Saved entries
--
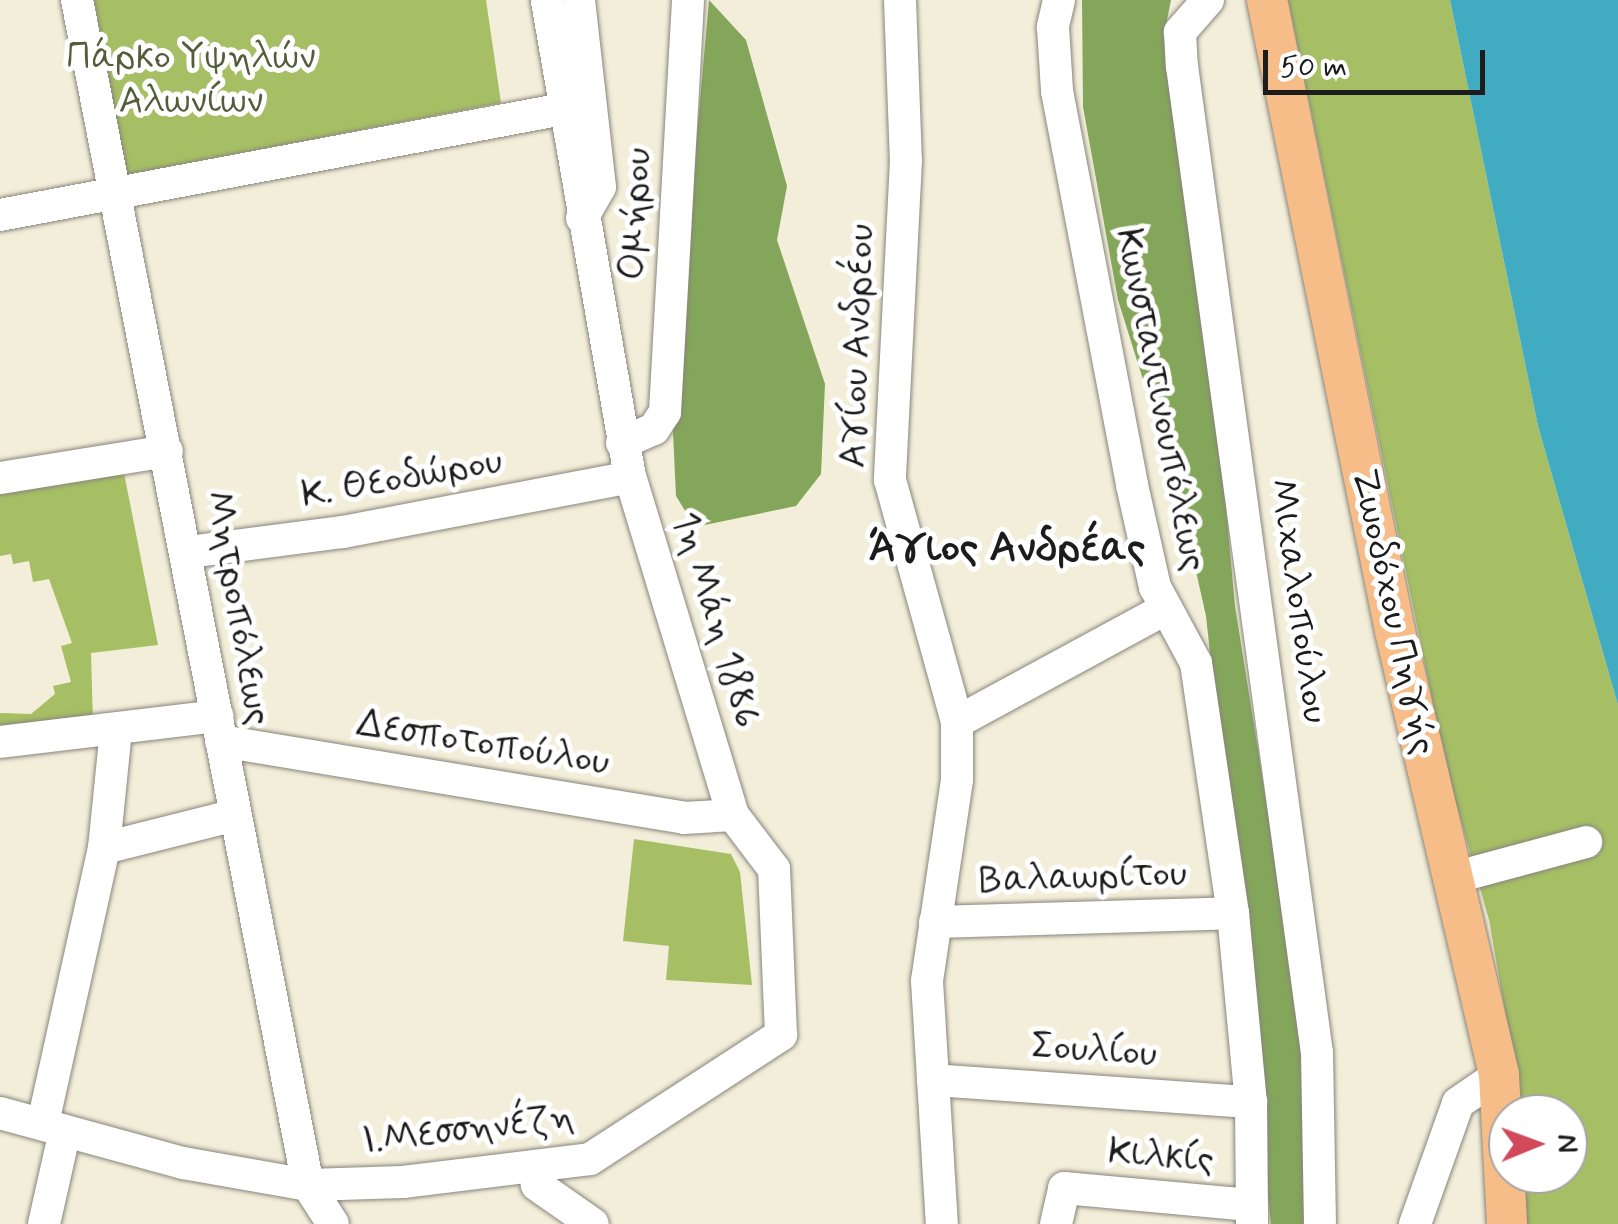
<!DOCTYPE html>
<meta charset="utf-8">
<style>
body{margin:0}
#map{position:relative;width:1618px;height:1224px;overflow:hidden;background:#f3eeda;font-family:Mynerve,sans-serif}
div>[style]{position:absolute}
.green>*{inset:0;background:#a6bf65}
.forest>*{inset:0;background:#84a65a}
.water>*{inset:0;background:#41acc1}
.roads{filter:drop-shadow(0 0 2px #88857b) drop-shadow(0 0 2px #88857b)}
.minor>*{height:32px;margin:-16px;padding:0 16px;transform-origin:16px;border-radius:16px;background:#fff}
.major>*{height:40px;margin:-20px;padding:0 20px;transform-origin:20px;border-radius:20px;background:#f7bd88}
span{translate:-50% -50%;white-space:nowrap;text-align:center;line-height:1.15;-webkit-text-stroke:10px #fff;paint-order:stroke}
.park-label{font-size:38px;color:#535d39}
.street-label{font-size:38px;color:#1c1c1c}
.quarter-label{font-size:42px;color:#1c1c1c;font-weight:700}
.north{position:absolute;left:1488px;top:1094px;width:100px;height:100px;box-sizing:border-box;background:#fff;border:2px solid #a4a4a4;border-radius:50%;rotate:89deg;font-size:28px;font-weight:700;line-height:40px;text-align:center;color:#1c1c1c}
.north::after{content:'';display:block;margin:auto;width:35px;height:45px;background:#d1495b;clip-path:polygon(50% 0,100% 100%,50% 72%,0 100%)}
.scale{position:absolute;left:1263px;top:50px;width:222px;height:45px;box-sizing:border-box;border:5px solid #1c1c1c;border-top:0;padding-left:12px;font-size:30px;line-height:35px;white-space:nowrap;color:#1c1c1c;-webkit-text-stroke:8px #fff;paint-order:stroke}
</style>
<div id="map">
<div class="green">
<i style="clip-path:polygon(94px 0,486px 0,501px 103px,126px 175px)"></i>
<i style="clip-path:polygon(1288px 0,1450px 0,1538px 426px,1618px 705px,1618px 1224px,1525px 1224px,1524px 1174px,1568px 1174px,1568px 1114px,1523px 1114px,1489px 920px,1447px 771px)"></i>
<i style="clip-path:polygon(124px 473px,158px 645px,91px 653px,93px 723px,0 732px,0 713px,31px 714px,55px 694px,53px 686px,71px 682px,61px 646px,72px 643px,49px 579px,33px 582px,29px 561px,13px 564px,11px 554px,0 556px,0 494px)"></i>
<i style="clip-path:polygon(634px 839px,731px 854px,740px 872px,752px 985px,666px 980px,669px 946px,623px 941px)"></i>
</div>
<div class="forest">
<i style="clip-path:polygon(709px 0,746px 40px,787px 186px,777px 240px,825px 384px,821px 474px,796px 506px,695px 527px,676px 496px,672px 412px)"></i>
<i style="clip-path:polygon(1082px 0,1171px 0,1164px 35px,1213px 367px,1235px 606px,1307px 1057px,1307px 1224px,1271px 1224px,1206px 616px,1178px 491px,1118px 300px,1083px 107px)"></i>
</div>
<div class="water">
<i style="clip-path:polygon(1450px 0,1618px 0,1618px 705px,1538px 426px)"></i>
</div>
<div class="roads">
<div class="minor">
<i style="left:77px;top:0;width:1207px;rotate:78.97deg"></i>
<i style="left:308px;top:1185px;width:46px;rotate:57.3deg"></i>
<i style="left:579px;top:0;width:188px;rotate:83.6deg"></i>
<i style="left:600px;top:187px;width:36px;rotate:120deg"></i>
<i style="left:900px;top:0;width:160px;rotate:87.9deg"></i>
<i style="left:906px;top:160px;width:320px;rotate:92.9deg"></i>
<i style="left:890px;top:480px;width:251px;rotate:74.5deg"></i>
<i style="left:957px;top:722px;width:58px;rotate:90deg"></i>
<i style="left:957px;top:780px;width:203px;rotate:98.5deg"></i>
<i style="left:927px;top:981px;width:243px;rotate:86.5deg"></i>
<i style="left:1059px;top:0;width:28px;rotate:103deg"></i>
<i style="left:1053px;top:27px;width:64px;rotate:86.4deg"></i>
<i style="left:1057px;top:91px;width:401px;rotate:79.2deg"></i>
<i style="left:1132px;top:485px;width:105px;rotate:77.3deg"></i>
<i style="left:1155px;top:587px;width:86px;rotate:61.7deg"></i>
<i style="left:1196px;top:663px;width:253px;rotate:81.6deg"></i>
<i style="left:1233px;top:913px;width:190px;rotate:84.6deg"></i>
<i style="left:1251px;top:1102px;width:122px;rotate:89.5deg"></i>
<i style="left:1208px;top:0;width:43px;rotate:131.2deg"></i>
<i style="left:1180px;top:32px;width:34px;rotate:87deg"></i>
<i style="left:1182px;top:66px;width:996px;rotate:82.21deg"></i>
<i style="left:1317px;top:1053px;width:171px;rotate:89deg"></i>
<i style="left:0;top:215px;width:573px;rotate:-10.66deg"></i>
<i style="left:622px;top:443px;width:35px;rotate:-24deg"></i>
<i style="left:654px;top:429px;width:20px;rotate:-57deg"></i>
<i style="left:665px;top:412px;width:413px;rotate:-86.8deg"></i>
<i style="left:0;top:478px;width:169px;rotate:-9.2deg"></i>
<i style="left:188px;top:552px;width:156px;rotate:-7.4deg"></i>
<i style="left:343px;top:532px;width:292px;rotate:-10.8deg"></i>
<i style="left:957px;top:722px;width:234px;rotate:-28.5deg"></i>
<i style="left:221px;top:741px;width:469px;rotate:9.4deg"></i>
<i style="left:684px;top:818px;width:49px;rotate:-3.5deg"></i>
<i style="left:0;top:742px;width:219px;rotate:-6.8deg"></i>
<i style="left:104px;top:848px;width:135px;rotate:-14.1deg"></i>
<i style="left:1453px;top:878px;width:138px;rotate:-15.1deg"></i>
<i style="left:935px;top:922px;width:298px;rotate:-1.7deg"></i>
<i style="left:933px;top:1080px;width:319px;rotate:4deg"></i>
<i style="left:0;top:1113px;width:190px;rotate:15.3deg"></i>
<i style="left:183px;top:1163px;width:127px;rotate:10deg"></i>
<i style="left:308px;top:1185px;width:95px;rotate:-1.8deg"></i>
<i style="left:403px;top:1182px;width:188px;rotate:-7deg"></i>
<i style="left:590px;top:1159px;width:228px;rotate:-33deg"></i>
<i style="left:781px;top:1035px;width:166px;rotate:-92.4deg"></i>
<i style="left:774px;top:869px;width:68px;rotate:-127.2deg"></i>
<i style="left:733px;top:815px;width:353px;rotate:-106.9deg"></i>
<i style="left:630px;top:477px;width:484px;rotate:-99.9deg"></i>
<i style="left:43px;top:1123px;width:282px;rotate:-77.5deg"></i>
<i style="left:104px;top:848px;width:120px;rotate:-84.2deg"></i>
<i style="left:534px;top:1166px;width:19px;rotate:81deg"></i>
<i style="left:537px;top:1185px;width:68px;rotate:34.9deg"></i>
<i style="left:44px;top:1224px;width:95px;rotate:-77.3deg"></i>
<i style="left:1056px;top:1224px;width:37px;rotate:-77deg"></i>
<i style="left:1064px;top:1188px;width:187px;rotate:5.2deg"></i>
<i style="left:1415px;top:1224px;width:128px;rotate:-70.4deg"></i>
<i style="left:1458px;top:1103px;width:50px;rotate:-34.3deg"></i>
</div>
<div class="major">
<i style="left:1267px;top:0;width:644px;rotate:78.53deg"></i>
<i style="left:1395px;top:631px;width:456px;rotate:76.8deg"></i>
<i style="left:1499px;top:1075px;width:149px;rotate:86.9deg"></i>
</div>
</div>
<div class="park-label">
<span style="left:191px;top:80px">Πάρκο Υψηλών<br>Αλωνίων</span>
</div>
<div class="street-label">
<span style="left:636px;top:214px;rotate:-87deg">Ομήρου</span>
<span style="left:858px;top:346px;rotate:-88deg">Αγίου Ανδρέου</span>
<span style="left:1160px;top:400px;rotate:79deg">Κωνσταντινουπόλεως</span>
<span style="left:402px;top:479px;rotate:-10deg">Κ. Θεοδώρου</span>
<span style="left:1298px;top:601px;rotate:82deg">Μιχαλοπούλου</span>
<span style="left:237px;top:608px;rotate:80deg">Μητροπόλεως</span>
<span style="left:1393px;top:612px;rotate:78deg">Ζωοδόχου Πηγής</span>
<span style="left:715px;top:620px;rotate:73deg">1η Μάη 1886</span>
<span style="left:483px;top:744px;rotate:9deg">Δεσποτοπούλου</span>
<span style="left:1083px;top:878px;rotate:-2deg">Βαλαωρίτου</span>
<span style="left:1094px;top:1051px;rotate:4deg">Σουλίου</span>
<span style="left:468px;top:1130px;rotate:-7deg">Ι.Μεσσηνέζη</span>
<span style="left:1161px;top:1157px;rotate:5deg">Κιλκίς</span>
</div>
<div class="quarter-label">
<span style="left:1007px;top:549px">Άγιος Ανδρέας</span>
</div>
<div class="north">N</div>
<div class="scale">50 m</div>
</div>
--
Copy out every line of the records that the string "roads" appears in.

.roads{filter:drop-shadow(0 0 2px #88857b) drop-shadow(0 0 2px #88857b)}
<div class="roads">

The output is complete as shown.